Work instruction: In the entries below, find the line with "Annotation task. Dump" and the line with "Describe the street"; give again those lines and every line between them, exactly.
>>
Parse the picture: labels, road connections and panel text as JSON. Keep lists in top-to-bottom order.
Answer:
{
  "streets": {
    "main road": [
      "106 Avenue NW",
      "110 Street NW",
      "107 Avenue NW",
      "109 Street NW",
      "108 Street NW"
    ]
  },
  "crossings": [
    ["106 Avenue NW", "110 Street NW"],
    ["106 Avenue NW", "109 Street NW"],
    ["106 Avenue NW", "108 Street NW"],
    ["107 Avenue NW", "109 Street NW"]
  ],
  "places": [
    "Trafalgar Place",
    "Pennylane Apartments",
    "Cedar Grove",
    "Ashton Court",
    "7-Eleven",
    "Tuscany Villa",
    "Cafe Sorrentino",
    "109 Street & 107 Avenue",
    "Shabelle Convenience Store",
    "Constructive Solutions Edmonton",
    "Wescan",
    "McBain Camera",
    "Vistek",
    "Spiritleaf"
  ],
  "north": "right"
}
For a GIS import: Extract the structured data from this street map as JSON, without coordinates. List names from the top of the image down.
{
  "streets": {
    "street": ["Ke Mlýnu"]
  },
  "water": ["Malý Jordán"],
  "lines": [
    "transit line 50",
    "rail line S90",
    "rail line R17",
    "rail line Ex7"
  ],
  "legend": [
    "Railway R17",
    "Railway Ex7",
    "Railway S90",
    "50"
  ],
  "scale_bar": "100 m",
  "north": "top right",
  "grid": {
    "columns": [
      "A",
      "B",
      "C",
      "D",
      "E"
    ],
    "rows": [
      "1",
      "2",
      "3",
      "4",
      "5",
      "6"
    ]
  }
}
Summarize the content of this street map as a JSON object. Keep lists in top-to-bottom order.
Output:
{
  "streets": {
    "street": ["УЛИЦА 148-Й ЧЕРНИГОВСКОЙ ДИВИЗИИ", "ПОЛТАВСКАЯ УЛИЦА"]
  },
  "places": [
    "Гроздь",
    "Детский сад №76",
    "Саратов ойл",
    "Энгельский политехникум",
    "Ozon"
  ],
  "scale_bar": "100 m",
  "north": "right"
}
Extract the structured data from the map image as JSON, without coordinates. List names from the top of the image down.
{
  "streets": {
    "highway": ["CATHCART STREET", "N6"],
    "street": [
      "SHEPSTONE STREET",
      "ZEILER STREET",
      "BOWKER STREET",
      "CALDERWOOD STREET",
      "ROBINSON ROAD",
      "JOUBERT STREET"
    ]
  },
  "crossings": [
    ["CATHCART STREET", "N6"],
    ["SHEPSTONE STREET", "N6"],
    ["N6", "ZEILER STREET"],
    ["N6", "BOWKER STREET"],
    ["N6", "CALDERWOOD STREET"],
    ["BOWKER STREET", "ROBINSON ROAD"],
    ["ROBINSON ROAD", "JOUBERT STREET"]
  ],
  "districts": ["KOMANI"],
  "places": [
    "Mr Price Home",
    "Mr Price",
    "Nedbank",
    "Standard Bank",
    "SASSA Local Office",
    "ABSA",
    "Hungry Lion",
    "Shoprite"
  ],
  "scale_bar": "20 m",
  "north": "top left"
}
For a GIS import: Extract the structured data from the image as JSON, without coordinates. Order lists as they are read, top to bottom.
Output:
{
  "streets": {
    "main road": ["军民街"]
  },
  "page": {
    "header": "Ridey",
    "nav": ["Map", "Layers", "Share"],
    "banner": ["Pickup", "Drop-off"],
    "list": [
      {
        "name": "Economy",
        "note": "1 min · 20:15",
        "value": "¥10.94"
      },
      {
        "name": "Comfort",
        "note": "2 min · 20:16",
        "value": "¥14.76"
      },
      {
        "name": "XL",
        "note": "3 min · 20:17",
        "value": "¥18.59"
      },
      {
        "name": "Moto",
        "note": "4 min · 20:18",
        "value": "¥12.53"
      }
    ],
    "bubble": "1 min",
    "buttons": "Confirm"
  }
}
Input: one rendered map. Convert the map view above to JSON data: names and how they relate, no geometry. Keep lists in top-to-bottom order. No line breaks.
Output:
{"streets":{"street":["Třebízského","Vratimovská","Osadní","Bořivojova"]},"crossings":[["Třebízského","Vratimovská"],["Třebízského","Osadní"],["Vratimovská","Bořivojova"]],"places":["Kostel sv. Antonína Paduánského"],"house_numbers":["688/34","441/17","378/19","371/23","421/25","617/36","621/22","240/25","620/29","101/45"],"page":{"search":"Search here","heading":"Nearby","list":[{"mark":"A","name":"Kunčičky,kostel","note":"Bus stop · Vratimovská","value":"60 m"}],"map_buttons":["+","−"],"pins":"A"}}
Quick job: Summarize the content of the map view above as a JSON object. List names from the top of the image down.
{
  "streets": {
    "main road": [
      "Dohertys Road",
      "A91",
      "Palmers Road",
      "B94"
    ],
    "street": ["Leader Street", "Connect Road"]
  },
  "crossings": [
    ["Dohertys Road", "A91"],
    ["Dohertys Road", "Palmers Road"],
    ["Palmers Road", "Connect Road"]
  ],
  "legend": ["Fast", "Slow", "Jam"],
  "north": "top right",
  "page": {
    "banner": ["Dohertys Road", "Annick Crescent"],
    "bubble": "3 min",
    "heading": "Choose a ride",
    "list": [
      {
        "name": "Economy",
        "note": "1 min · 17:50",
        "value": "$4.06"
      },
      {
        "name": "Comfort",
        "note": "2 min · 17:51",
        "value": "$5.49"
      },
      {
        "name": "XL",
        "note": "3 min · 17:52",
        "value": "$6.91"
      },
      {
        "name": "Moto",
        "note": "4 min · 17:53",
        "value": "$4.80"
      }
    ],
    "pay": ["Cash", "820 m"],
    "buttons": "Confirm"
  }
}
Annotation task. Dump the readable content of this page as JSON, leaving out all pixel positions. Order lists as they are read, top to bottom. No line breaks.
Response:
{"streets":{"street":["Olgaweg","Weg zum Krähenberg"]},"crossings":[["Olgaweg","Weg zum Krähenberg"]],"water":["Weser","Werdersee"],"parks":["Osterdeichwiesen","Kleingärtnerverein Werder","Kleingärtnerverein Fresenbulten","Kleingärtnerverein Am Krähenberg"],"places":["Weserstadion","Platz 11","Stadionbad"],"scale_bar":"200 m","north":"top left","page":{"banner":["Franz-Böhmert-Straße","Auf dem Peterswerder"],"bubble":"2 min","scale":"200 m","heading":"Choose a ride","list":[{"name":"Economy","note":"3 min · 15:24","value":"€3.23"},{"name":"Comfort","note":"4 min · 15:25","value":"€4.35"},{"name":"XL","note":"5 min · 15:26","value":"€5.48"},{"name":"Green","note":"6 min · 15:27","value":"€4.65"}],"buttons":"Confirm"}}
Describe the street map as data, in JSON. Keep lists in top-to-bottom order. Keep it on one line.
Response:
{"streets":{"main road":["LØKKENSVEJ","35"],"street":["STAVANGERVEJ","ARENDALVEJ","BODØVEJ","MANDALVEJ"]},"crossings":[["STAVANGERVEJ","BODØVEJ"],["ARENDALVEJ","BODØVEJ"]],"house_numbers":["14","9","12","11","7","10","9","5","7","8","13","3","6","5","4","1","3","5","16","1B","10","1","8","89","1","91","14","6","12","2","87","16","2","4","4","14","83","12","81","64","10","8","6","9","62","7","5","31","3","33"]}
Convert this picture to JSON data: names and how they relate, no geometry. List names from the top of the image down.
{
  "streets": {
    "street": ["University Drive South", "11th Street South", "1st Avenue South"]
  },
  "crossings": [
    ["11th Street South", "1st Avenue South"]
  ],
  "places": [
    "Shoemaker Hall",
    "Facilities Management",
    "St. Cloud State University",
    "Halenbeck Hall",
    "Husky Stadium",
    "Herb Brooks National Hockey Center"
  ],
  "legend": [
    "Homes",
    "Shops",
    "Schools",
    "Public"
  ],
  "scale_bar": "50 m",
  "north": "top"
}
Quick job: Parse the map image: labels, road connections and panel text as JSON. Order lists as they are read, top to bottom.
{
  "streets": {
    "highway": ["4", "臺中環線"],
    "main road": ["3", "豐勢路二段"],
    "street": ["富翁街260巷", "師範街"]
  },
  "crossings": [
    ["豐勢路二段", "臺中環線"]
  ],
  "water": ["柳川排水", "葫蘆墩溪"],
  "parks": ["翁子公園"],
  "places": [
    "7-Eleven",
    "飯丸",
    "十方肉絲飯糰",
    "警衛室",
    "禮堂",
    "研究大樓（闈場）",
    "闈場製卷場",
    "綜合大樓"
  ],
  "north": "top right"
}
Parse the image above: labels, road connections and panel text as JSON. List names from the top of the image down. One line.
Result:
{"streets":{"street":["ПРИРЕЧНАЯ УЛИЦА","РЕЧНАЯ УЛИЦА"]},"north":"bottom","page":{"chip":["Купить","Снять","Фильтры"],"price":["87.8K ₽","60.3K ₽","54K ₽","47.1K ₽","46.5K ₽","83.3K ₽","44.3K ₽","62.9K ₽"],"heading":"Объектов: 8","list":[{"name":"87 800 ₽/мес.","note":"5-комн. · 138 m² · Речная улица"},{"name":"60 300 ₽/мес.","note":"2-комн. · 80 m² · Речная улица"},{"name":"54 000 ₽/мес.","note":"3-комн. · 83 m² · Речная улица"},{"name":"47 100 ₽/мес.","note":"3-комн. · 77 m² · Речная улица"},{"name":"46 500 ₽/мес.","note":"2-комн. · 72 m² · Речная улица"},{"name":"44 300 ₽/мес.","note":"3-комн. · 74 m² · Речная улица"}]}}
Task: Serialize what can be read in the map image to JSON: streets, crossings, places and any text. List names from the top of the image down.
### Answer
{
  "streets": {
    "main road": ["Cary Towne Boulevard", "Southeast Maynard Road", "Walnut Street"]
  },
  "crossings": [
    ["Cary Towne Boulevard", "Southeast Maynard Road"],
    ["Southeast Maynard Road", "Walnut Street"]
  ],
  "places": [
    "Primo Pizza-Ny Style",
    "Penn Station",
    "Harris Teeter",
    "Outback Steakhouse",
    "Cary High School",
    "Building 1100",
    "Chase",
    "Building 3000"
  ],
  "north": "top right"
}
<<
Problem solution:
Annotation task. Dump the readable content of this page as JSON, leaving out all pixel positions. Order lists as they are read, top to bottom. No line breaks.
Response:
{"streets":{"street":["Olgaweg","Weg zum Krähenberg"]},"crossings":[["Olgaweg","Weg zum Krähenberg"]],"water":["Weser","Werdersee"],"parks":["Osterdeichwiesen","Kleingärtnerverein Werder","Kleingärtnerverein Fresenbulten","Kleingärtnerverein Am Krähenberg"],"places":["Weserstadion","Platz 11","Stadionbad"],"scale_bar":"200 m","north":"top left","page":{"banner":["Franz-Böhmert-Straße","Auf dem Peterswerder"],"bubble":"2 min","scale":"200 m","heading":"Choose a ride","list":[{"name":"Economy","note":"3 min · 15:24","value":"€3.23"},{"name":"Comfort","note":"4 min · 15:25","value":"€4.35"},{"name":"XL","note":"5 min · 15:26","value":"€5.48"},{"name":"Green","note":"6 min · 15:27","value":"€4.65"}],"buttons":"Confirm"}}
Describe the street map as data, in JSON. Keep lists in top-to-bottom order. Keep it on one line.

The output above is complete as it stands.